[Paper] OmniView: An All-Seeing Diffusion Model for 3D and 4D View Synthesis

Published: 1 month ago (December 11, 2025 at 01:59 PM EST)

4 min read

Source: arXiv

Source: arXiv - 2512.10940v1

Overview

OmniView is a single diffusion model that can generate consistent 3‑D scenes and 4‑D videos while giving developers fine‑grained control over camera motion, time, and visual prompts. By decoupling the representation of space, time, and view conditions, the authors show that one network can handle a wide spectrum of tasks—novel‑view synthesis from static or dynamic inputs, trajectory extrapolation, and text‑or image‑driven video creation with arbitrary camera paths—without needing separate, task‑specific models.

Key Contributions

Unified 4‑D diffusion framework that jointly learns spatial, temporal, and view conditioning, eliminating the need for multiple specialized models.
Modular condition representation: separate embeddings for scene geometry, motion, and camera pose enable arbitrary combinations (e.g., static image + dynamic camera, video + new viewpoint).
State‑of‑the‑art performance on several benchmark suites, surpassing dedicated baselines by up to 33 % (LLFF multiview NVS), 60 % (Neural 3D Video dynamic NVS), and 20 % (RE‑10K static camera control).
Significant reduction in camera trajectory error (≈ 4×) for text‑conditioned video generation, proving better adherence to user‑specified motion.
Open‑source release of code, pretrained weights, and an interactive demo, encouraging rapid adoption and further research.

Methodology

OmniView builds on the latent diffusion architecture but introduces three orthogonal conditioning streams:

Conditioning	What it encodes	How it’s fed to the model
Space	3‑D geometry or static scene layout (e.g., depth maps, point clouds)	Embedded as a spatial token sequence that aligns with the latent image grid.
Time	Temporal dynamics (frame index, motion vectors)	Injected via sinusoidal time embeddings, similar to video diffusion models.
View	Camera pose (position, orientation, focal length)	Represented as a 6‑DoF vector, projected into a learned view‑embedding space.

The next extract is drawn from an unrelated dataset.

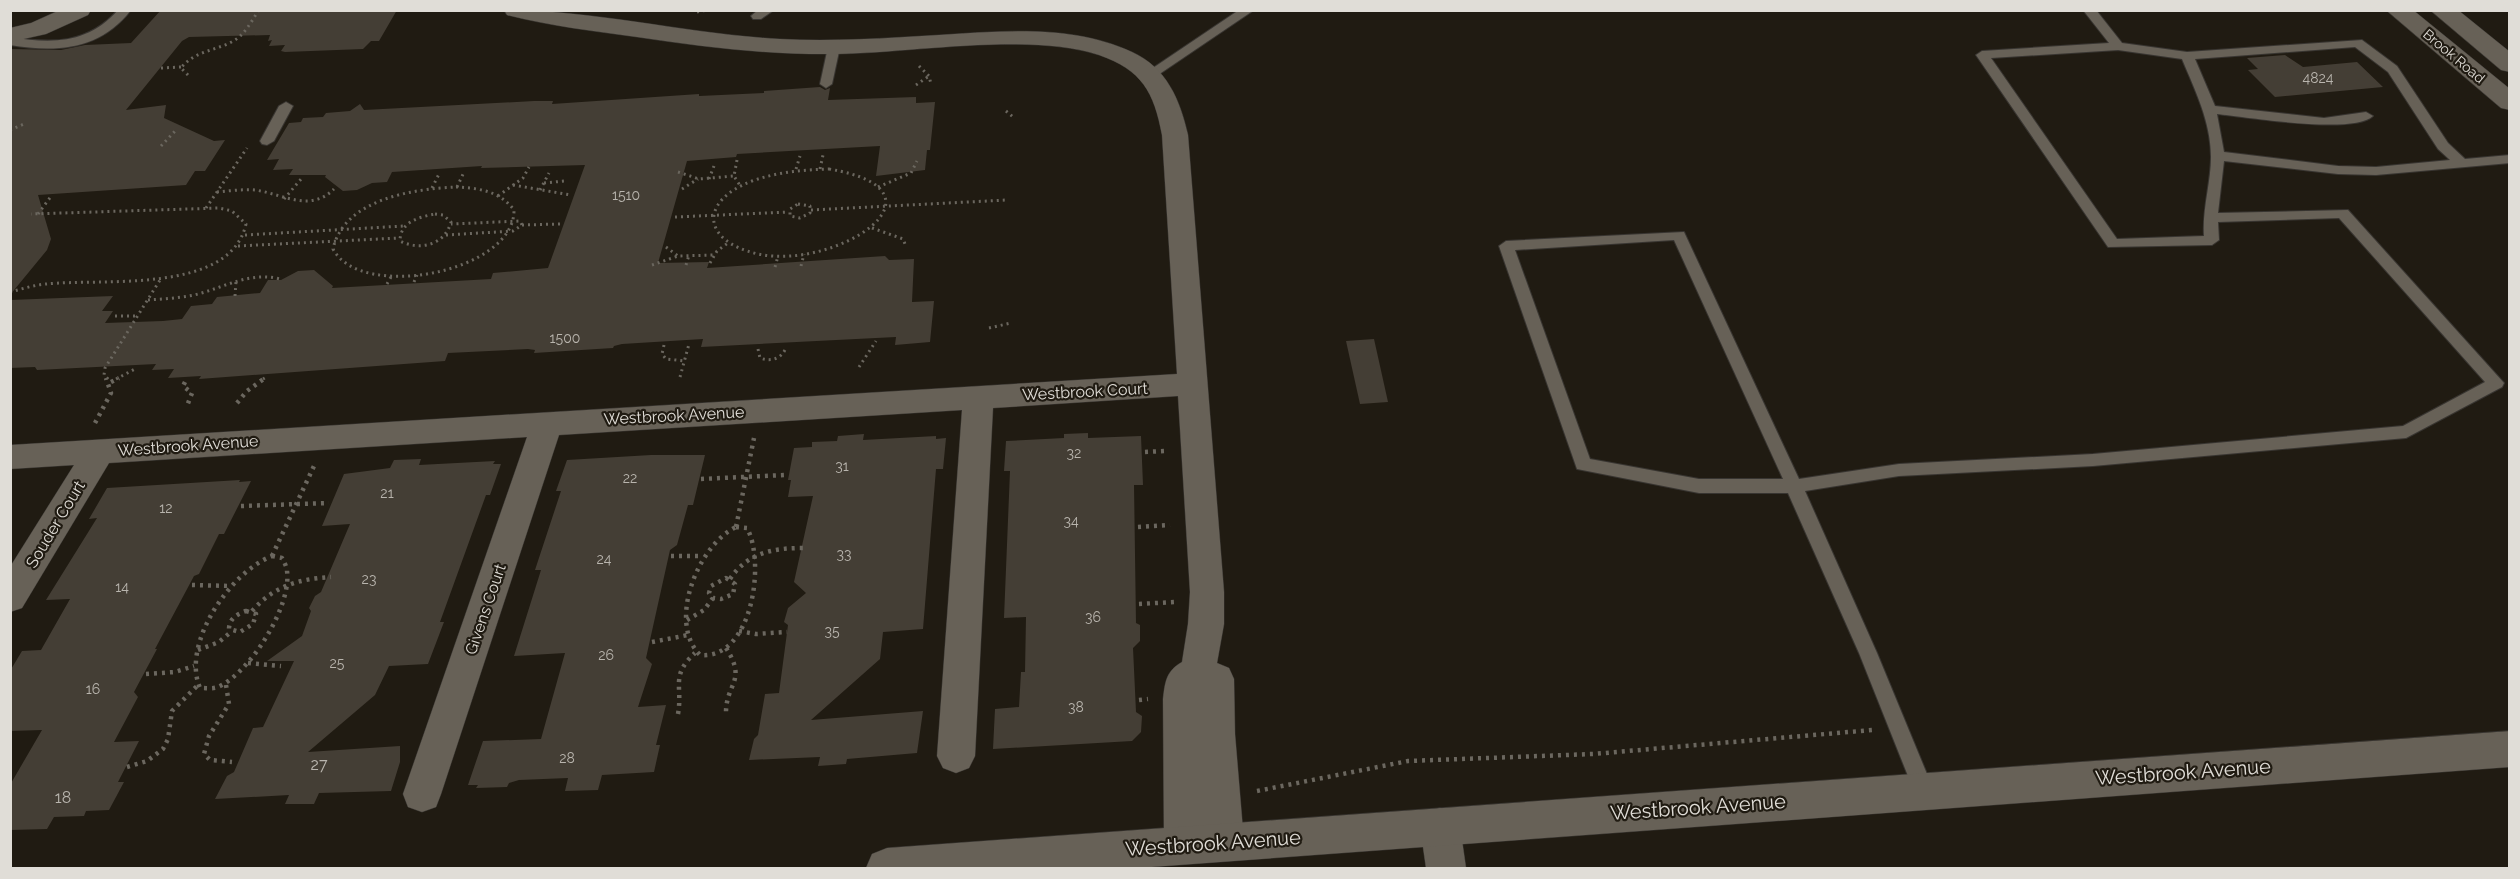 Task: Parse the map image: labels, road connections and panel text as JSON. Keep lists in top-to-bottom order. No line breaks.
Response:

During training, the model receives randomly sampled triples (space, time, view) from a heterogeneous 4‑D dataset that mixes static multiview captures, dynamic scenes, and text‑to‑video clips. The diffusion loss is computed as usual, but the conditioning tokens are concatenated with the latent image tokens, allowing the UNet to attend to any subset of conditions at inference time.

Because the three condition types are independent, the same network can be invoked with any combination:

Static → New View: supply space + target view, leave time blank.
Dynamic → New View: supply space + time + target view.
Text → Video + Camera: supply text prompt + view trajectory, optionally a seed frame for style guidance.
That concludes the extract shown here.